◆ **Problem to work on**: Return, word for word, the line containing "I am building" and every line after it through the last line of the records below.

◆ **Working data**:
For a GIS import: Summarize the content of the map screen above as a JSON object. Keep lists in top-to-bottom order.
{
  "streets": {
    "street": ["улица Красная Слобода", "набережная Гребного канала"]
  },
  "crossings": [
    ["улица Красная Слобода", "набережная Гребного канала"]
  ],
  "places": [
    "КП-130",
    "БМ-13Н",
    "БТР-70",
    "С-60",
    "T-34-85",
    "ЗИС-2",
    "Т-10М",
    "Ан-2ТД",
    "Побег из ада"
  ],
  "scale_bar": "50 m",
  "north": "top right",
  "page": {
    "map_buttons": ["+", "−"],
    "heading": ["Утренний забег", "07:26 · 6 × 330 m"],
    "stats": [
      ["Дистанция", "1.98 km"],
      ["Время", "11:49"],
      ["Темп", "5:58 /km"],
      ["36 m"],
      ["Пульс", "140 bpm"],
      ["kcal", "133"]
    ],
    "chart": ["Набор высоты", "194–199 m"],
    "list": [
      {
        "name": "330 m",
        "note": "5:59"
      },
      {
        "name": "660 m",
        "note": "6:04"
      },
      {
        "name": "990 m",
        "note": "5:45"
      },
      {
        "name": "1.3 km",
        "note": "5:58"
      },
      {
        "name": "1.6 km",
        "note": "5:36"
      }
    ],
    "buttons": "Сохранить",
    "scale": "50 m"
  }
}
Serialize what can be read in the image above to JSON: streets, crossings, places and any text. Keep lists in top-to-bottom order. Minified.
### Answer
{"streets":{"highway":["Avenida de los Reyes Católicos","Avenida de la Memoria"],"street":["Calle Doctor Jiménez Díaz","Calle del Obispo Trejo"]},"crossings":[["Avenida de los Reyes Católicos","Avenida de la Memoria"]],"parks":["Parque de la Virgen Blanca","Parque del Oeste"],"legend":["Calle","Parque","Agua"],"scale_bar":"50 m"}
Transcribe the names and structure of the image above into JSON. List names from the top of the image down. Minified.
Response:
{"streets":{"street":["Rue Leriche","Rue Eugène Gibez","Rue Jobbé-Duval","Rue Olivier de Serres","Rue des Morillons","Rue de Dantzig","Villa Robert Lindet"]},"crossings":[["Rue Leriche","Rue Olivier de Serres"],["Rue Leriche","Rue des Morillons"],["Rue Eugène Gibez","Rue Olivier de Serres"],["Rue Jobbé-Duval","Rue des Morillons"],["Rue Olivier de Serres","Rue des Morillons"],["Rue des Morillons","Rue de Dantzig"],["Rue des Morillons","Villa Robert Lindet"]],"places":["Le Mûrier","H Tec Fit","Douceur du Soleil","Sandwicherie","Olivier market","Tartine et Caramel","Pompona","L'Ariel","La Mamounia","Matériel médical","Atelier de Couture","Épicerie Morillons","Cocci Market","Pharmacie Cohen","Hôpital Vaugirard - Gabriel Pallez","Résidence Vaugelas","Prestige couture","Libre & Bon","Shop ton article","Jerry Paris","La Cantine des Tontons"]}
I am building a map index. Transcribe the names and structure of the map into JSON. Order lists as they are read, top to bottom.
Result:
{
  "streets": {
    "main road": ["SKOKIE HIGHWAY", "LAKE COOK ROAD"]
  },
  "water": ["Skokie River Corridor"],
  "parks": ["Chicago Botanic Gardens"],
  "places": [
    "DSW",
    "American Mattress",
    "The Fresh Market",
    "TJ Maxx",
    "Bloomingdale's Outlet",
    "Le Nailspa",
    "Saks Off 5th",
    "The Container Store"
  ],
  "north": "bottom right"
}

◆ **Task answer**:
I am building a map index. Transcribe the names and structure of the map into JSON. Order lists as they are read, top to bottom.
Result:
{
  "streets": {
    "main road": ["SKOKIE HIGHWAY", "LAKE COOK ROAD"]
  },
  "water": ["Skokie River Corridor"],
  "parks": ["Chicago Botanic Gardens"],
  "places": [
    "DSW",
    "American Mattress",
    "The Fresh Market",
    "TJ Maxx",
    "Bloomingdale's Outlet",
    "Le Nailspa",
    "Saks Off 5th",
    "The Container Store"
  ],
  "north": "bottom right"
}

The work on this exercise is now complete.